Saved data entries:

════════════════════

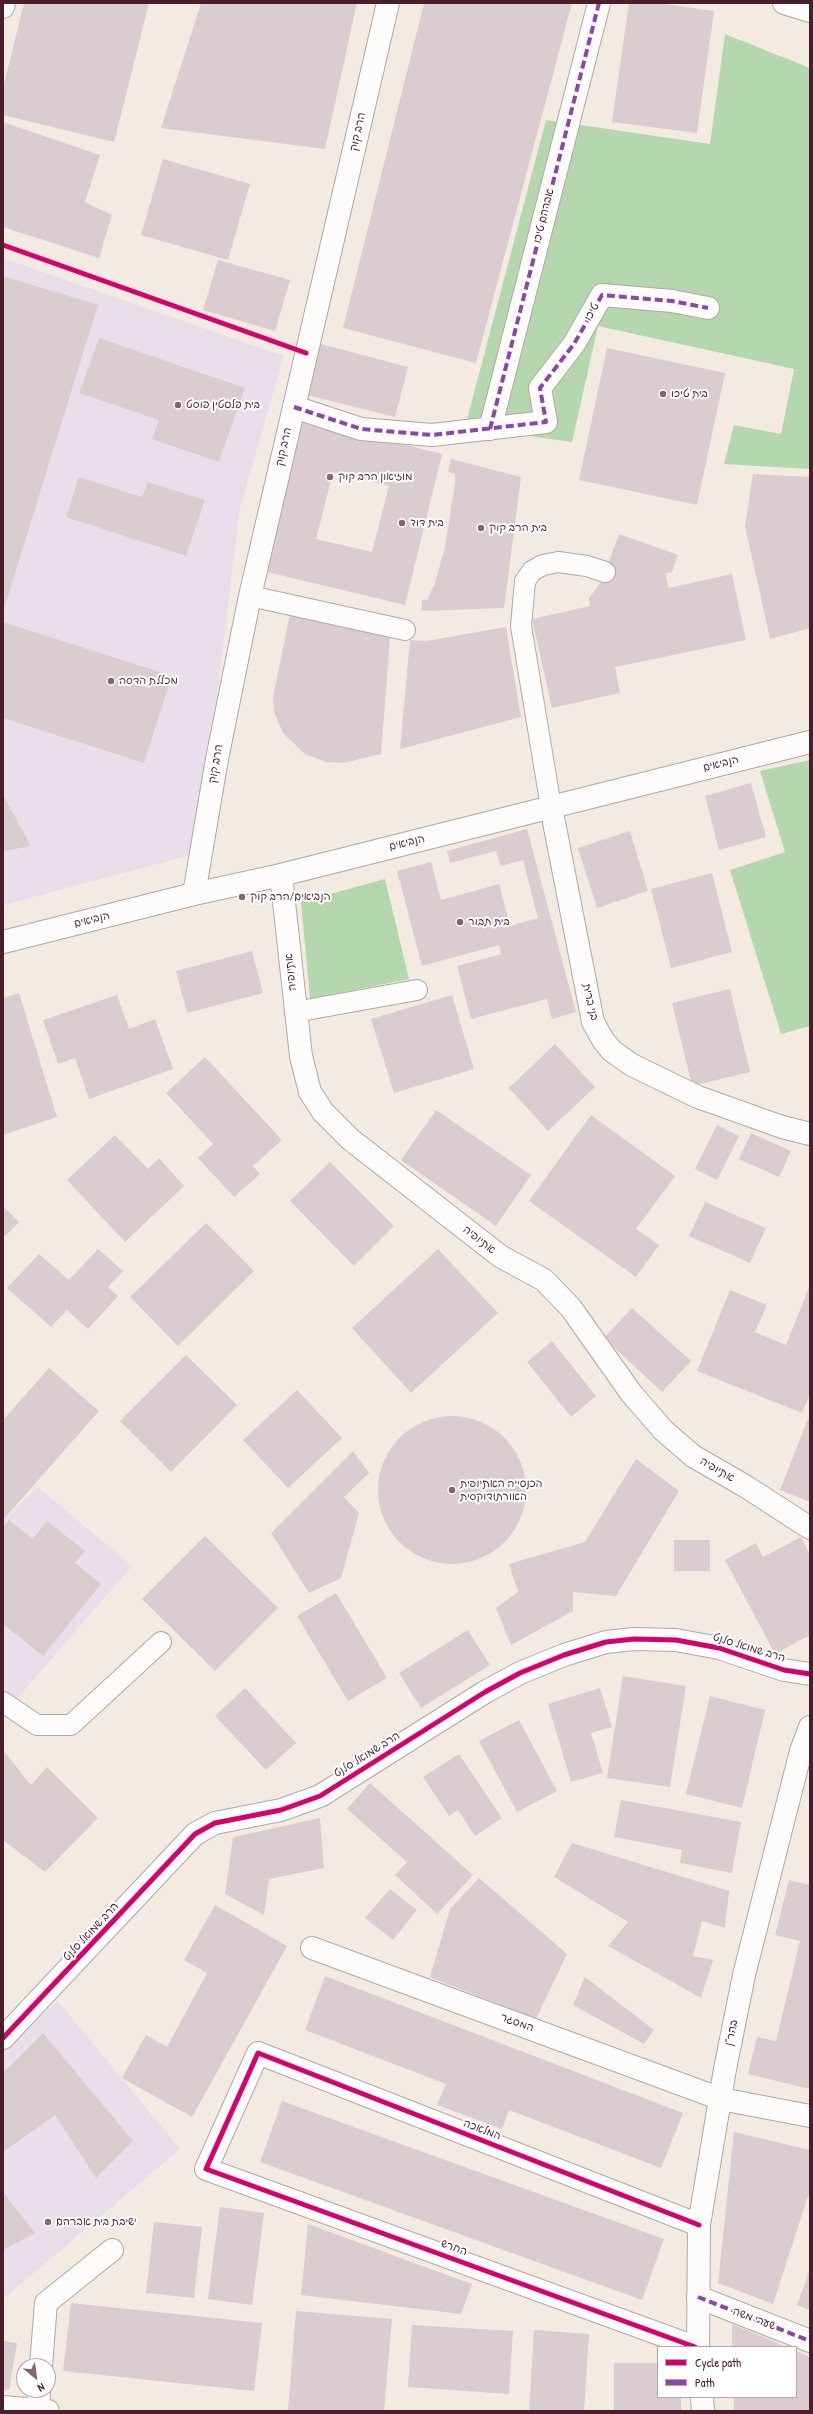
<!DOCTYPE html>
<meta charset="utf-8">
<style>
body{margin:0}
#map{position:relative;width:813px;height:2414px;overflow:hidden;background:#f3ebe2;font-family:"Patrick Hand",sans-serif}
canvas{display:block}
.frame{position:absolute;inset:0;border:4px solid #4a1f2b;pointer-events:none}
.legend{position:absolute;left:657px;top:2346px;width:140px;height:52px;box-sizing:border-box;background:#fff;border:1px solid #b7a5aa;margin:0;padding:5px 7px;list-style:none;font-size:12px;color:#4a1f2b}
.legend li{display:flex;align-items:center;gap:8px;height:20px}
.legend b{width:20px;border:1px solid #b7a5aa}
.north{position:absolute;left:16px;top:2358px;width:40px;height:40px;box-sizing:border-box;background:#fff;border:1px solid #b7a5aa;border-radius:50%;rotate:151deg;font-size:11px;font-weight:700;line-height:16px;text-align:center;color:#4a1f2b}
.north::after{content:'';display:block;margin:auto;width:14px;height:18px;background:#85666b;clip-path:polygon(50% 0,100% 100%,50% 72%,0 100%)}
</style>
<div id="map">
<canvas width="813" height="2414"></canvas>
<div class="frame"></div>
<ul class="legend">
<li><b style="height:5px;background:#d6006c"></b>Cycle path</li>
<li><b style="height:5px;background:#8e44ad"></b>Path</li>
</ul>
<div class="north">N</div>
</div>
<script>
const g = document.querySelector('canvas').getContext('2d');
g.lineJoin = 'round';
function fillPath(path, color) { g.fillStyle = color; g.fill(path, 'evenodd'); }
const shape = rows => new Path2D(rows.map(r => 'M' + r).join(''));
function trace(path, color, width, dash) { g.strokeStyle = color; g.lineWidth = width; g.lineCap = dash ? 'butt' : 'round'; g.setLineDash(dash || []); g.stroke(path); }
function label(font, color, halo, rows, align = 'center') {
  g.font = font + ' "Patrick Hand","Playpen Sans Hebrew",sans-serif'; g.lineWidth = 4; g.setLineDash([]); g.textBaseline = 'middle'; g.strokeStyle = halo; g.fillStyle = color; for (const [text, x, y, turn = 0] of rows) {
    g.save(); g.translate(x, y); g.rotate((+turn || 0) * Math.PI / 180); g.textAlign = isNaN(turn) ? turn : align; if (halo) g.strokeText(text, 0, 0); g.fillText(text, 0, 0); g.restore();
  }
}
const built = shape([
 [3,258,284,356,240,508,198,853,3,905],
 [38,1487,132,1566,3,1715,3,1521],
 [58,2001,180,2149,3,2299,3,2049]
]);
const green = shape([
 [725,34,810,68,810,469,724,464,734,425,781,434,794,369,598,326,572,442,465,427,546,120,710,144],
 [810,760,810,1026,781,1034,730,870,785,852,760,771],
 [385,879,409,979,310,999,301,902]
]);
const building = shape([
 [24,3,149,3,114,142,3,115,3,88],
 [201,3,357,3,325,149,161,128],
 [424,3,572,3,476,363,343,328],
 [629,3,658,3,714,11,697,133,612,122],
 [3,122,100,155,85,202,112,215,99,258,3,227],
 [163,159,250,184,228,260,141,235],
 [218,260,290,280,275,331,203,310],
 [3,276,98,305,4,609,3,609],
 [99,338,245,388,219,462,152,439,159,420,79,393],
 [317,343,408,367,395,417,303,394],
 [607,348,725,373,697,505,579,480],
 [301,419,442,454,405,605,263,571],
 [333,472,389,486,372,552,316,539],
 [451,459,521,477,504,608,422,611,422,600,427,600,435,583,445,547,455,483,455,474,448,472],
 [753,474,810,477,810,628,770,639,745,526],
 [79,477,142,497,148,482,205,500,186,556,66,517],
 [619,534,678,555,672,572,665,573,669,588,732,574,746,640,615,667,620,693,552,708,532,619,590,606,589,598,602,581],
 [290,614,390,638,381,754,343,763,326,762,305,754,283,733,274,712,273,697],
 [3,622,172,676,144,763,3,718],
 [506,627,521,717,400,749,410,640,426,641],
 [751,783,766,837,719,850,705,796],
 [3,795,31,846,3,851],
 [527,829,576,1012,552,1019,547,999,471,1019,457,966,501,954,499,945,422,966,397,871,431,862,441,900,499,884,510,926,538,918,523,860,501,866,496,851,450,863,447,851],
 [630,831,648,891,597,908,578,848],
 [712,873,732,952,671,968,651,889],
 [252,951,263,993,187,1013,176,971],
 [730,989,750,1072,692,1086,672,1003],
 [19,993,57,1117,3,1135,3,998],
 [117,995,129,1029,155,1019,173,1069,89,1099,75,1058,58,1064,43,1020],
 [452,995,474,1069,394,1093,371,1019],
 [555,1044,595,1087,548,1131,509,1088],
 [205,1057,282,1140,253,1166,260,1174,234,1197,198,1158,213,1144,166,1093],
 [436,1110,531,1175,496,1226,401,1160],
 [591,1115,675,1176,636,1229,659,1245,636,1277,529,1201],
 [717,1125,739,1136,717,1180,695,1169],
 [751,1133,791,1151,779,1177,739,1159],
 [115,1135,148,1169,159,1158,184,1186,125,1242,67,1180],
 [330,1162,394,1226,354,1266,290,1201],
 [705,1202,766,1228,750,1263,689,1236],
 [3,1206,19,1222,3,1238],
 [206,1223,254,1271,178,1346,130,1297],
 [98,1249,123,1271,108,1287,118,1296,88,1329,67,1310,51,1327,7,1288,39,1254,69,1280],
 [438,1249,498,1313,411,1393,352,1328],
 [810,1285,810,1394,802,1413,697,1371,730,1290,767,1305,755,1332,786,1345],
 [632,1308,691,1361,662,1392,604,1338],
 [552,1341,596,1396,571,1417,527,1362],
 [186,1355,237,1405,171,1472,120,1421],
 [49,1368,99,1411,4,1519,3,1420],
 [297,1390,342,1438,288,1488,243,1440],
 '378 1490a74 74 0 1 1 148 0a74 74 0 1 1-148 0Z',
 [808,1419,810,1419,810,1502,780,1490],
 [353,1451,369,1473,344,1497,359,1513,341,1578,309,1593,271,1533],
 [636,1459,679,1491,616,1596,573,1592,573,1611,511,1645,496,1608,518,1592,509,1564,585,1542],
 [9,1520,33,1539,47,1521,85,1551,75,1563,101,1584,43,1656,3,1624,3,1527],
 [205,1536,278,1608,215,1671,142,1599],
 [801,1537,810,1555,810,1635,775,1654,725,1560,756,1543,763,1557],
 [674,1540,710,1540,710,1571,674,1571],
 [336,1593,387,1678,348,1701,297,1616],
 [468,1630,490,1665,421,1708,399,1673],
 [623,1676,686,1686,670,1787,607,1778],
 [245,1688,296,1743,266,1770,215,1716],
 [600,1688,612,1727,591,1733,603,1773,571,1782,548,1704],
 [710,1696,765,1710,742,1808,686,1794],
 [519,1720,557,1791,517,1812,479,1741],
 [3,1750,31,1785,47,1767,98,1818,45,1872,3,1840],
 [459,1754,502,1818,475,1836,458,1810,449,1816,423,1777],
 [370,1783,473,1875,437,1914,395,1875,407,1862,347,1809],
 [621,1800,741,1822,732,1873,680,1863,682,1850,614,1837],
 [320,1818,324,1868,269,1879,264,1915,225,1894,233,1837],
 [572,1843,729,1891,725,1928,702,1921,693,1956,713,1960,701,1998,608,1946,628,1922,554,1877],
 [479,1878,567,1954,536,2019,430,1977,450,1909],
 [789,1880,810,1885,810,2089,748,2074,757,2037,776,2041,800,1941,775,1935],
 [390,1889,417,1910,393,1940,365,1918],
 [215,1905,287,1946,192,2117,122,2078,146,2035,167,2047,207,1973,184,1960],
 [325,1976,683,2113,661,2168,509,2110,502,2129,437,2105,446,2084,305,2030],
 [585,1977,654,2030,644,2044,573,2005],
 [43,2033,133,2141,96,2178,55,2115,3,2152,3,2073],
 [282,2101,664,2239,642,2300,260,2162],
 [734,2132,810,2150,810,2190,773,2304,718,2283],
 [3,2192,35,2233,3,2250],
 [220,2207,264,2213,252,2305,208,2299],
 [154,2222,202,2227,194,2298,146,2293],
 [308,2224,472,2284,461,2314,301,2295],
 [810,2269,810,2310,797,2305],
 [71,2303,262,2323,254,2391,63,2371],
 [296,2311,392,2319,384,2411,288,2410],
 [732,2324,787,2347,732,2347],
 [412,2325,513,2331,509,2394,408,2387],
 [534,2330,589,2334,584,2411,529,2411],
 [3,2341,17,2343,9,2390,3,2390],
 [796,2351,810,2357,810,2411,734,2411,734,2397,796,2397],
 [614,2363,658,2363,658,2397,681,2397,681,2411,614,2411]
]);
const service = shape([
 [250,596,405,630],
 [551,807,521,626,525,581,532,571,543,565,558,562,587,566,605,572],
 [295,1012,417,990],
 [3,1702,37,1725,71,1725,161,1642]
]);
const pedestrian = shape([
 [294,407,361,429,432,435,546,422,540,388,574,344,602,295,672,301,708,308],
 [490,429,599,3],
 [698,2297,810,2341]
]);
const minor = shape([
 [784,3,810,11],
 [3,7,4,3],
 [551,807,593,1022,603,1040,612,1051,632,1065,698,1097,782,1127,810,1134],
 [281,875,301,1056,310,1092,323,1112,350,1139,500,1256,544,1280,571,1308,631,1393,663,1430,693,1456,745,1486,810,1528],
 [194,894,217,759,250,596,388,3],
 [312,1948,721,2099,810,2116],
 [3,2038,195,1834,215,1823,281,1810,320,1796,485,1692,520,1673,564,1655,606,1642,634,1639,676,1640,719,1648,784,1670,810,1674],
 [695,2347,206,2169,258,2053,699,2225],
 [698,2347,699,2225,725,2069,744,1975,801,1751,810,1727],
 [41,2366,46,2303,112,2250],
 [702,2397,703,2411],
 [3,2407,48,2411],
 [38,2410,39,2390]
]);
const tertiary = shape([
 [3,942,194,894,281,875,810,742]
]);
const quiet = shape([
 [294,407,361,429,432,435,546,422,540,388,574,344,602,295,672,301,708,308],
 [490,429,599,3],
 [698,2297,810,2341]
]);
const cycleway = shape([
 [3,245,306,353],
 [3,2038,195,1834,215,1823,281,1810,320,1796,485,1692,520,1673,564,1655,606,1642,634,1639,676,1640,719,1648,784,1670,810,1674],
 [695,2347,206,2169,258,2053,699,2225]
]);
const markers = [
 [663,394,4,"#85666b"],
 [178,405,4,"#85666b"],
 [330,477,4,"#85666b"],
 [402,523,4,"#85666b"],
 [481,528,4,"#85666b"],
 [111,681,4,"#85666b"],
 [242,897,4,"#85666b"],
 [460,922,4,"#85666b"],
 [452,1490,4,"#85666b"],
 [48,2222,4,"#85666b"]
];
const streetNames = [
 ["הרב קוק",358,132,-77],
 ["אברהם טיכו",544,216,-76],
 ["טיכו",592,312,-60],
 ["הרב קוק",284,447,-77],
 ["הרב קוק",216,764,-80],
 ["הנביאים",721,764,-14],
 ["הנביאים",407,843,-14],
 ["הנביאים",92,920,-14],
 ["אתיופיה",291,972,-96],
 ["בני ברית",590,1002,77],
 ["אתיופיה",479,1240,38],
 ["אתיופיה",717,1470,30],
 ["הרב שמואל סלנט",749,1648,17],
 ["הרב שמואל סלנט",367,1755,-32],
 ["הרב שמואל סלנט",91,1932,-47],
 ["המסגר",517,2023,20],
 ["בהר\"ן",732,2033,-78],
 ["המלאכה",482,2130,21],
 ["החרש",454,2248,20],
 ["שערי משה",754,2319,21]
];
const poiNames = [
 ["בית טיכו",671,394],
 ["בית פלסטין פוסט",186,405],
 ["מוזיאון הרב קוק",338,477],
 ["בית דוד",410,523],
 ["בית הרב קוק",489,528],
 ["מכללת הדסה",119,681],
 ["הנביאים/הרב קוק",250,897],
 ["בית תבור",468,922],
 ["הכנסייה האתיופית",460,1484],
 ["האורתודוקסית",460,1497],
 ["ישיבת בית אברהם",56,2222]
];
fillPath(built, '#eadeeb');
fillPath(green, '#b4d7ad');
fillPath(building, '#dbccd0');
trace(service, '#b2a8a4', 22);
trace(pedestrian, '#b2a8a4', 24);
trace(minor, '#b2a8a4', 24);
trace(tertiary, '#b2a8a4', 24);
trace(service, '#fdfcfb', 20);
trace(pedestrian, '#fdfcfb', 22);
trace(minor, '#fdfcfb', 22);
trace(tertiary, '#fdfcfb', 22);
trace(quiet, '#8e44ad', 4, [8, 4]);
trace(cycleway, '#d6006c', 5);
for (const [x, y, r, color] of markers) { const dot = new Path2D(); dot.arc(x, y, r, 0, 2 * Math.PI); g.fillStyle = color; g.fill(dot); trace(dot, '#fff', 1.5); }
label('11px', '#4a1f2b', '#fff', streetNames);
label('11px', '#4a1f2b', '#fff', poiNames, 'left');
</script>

════════════════════

Exercise: Locate the word "rows" in the data above. Copy every line carrying it.

Response:
const shape = rows => new Path2D(rows.map(r => 'M' + r).join(''));
function label(font, color, halo, rows, align = 'center') {
  g.font = font + ' "Patrick Hand","Playpen Sans Hebrew",sans-serif'; g.lineWidth = 4; g.setLineDash([]); g.textBaseline = 'middle'; g.strokeStyle = halo; g.fillStyle = color; for (const [text, x, y, turn = 0] of rows) {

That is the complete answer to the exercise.